What you will do: Counting from the line that holds "Describe this map", return each line exactly, through and including the last line of the entries.

Excerpts from a dataset:
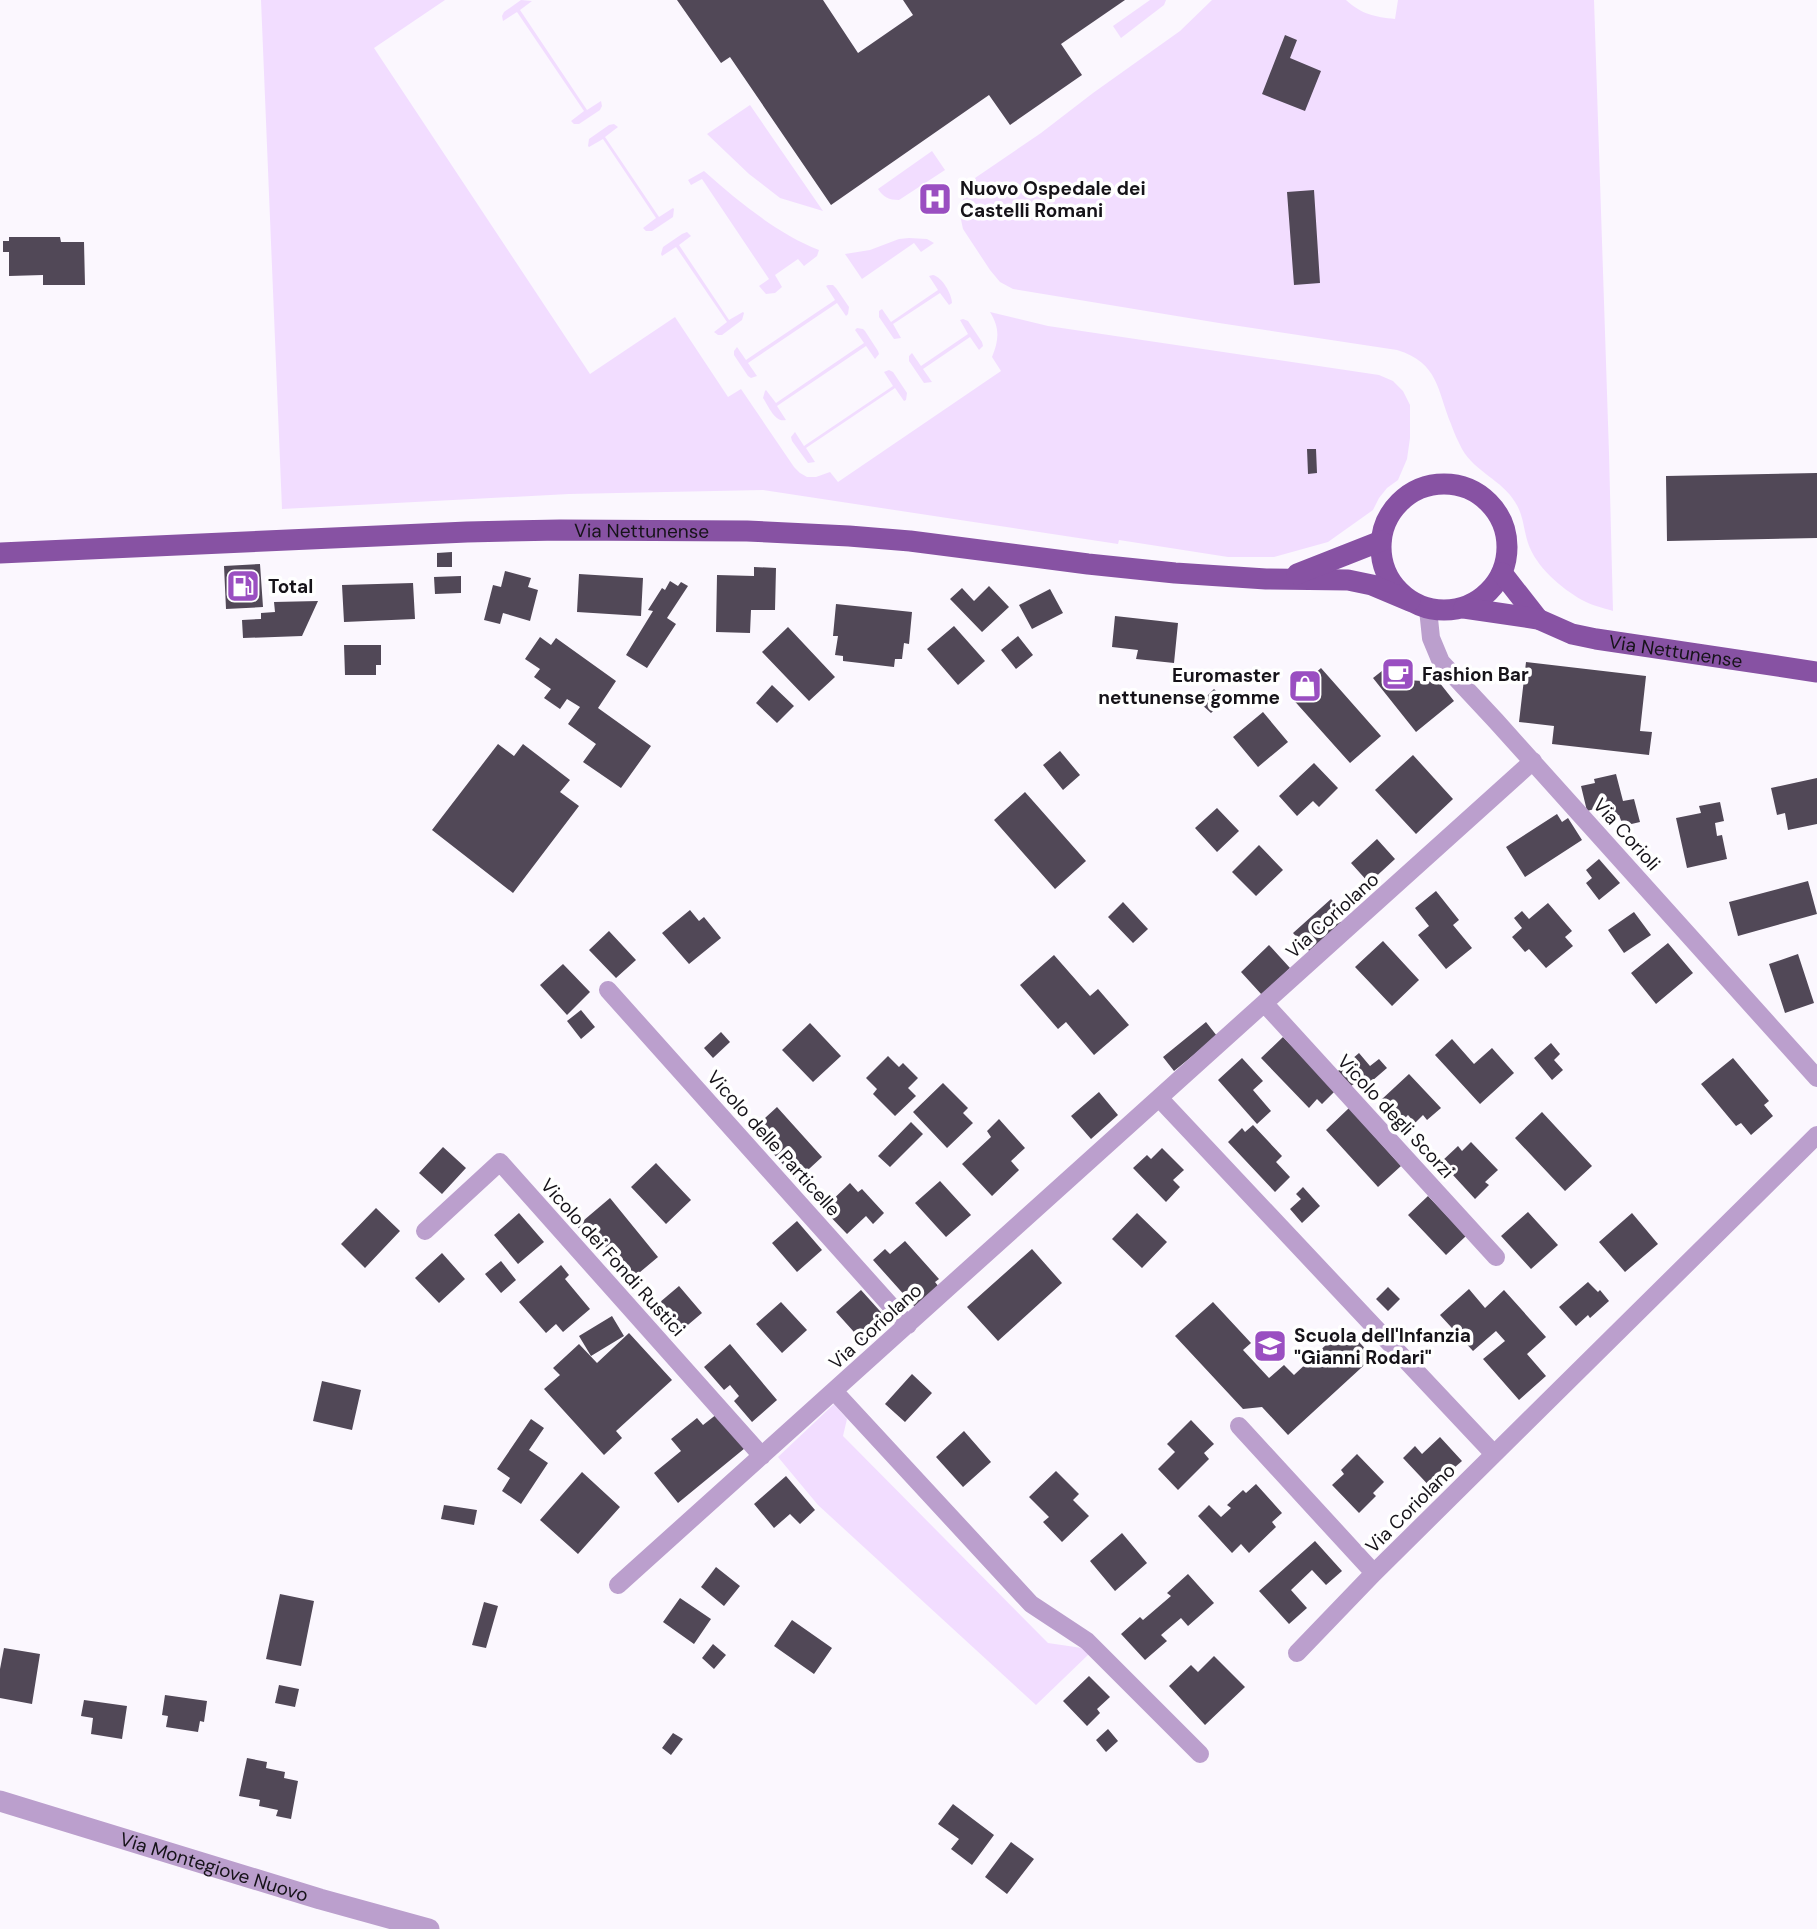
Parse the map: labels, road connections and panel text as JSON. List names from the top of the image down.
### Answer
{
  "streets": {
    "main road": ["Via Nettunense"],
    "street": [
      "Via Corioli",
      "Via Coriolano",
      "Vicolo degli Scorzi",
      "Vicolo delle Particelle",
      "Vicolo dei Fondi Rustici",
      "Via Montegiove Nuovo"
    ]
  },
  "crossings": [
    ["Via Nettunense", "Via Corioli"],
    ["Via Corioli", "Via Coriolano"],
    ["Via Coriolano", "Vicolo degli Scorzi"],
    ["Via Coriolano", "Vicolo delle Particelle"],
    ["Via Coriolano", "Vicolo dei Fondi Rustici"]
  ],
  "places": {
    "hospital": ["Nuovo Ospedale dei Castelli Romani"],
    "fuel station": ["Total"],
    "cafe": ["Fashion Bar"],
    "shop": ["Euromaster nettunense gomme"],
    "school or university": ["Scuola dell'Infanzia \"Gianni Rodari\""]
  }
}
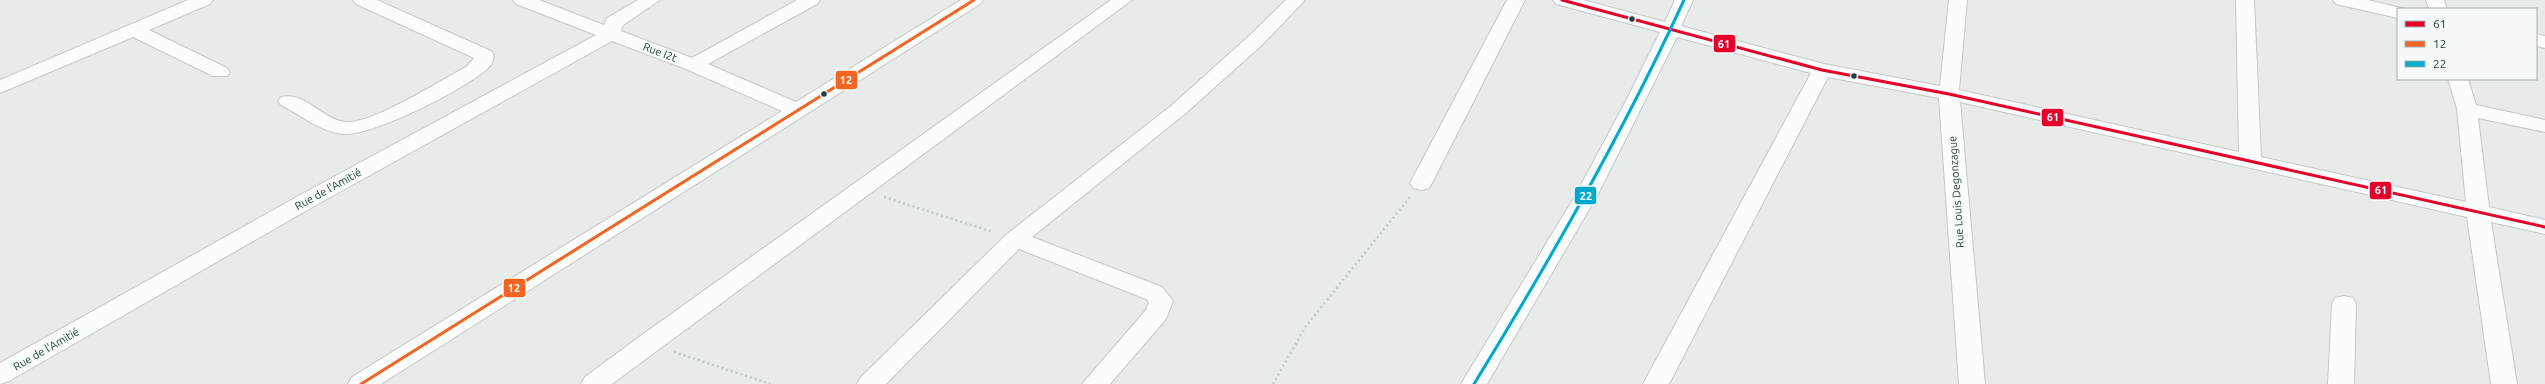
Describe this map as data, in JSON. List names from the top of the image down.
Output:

Solved problem:
Describe this map as data, in JSON. List names from the top of the image down.
Output:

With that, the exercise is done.